Task requirements
Search the data for the string "right" and gather each line it is in.

Material provided

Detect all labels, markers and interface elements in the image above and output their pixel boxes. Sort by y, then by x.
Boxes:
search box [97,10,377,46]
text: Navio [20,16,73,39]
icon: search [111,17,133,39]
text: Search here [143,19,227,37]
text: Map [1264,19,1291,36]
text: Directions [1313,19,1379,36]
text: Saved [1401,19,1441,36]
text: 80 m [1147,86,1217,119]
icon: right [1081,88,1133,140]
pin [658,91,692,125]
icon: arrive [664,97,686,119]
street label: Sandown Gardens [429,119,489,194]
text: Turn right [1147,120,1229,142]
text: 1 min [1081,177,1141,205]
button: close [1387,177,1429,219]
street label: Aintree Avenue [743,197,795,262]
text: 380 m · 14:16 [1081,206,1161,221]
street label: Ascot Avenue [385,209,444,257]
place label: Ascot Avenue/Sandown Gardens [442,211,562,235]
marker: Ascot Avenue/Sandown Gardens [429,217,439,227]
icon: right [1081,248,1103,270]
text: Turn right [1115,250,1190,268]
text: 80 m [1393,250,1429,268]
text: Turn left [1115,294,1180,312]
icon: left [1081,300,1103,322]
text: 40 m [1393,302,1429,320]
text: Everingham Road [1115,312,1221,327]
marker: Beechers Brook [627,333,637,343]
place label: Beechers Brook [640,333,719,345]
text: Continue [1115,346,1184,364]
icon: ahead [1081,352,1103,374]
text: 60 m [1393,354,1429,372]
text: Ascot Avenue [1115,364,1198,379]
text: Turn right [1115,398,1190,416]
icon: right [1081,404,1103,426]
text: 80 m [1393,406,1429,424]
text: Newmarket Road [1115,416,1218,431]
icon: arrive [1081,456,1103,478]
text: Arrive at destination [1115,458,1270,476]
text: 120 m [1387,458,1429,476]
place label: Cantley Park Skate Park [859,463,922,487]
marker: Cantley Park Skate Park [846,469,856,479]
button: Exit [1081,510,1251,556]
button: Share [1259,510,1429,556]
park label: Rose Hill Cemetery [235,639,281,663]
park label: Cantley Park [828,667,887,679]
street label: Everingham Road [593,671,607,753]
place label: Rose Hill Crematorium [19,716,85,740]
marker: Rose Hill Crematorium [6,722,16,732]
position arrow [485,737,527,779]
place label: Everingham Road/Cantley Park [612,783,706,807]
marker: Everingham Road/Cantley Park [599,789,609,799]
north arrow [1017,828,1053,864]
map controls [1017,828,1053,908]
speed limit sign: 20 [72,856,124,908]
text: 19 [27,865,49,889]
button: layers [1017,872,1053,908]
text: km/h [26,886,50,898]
==
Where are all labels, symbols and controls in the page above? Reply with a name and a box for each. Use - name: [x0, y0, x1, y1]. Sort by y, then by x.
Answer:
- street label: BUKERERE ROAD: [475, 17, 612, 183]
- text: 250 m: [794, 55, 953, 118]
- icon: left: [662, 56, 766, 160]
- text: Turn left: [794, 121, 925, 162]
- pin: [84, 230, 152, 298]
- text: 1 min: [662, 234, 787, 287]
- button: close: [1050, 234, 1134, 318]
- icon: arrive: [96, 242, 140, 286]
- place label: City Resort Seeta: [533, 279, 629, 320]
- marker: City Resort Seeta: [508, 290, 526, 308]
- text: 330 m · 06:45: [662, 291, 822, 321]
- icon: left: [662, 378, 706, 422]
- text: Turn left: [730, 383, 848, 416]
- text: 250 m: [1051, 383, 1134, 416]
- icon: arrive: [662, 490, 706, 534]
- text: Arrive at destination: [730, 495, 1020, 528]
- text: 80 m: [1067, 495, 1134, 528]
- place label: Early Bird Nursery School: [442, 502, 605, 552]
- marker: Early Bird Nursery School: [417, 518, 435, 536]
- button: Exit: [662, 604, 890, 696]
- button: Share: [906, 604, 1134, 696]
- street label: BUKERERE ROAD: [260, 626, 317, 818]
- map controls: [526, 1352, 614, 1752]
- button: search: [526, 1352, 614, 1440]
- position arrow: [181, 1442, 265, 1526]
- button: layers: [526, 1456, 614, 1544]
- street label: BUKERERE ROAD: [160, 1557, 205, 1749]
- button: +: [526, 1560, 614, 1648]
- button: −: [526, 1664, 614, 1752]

Your solution
icon: right [1081,88,1133,140]
text: Turn right [1147,120,1229,142]
icon: right [1081,248,1103,270]
text: Turn right [1115,250,1190,268]
text: Turn right [1115,398,1190,416]
icon: right [1081,404,1103,426]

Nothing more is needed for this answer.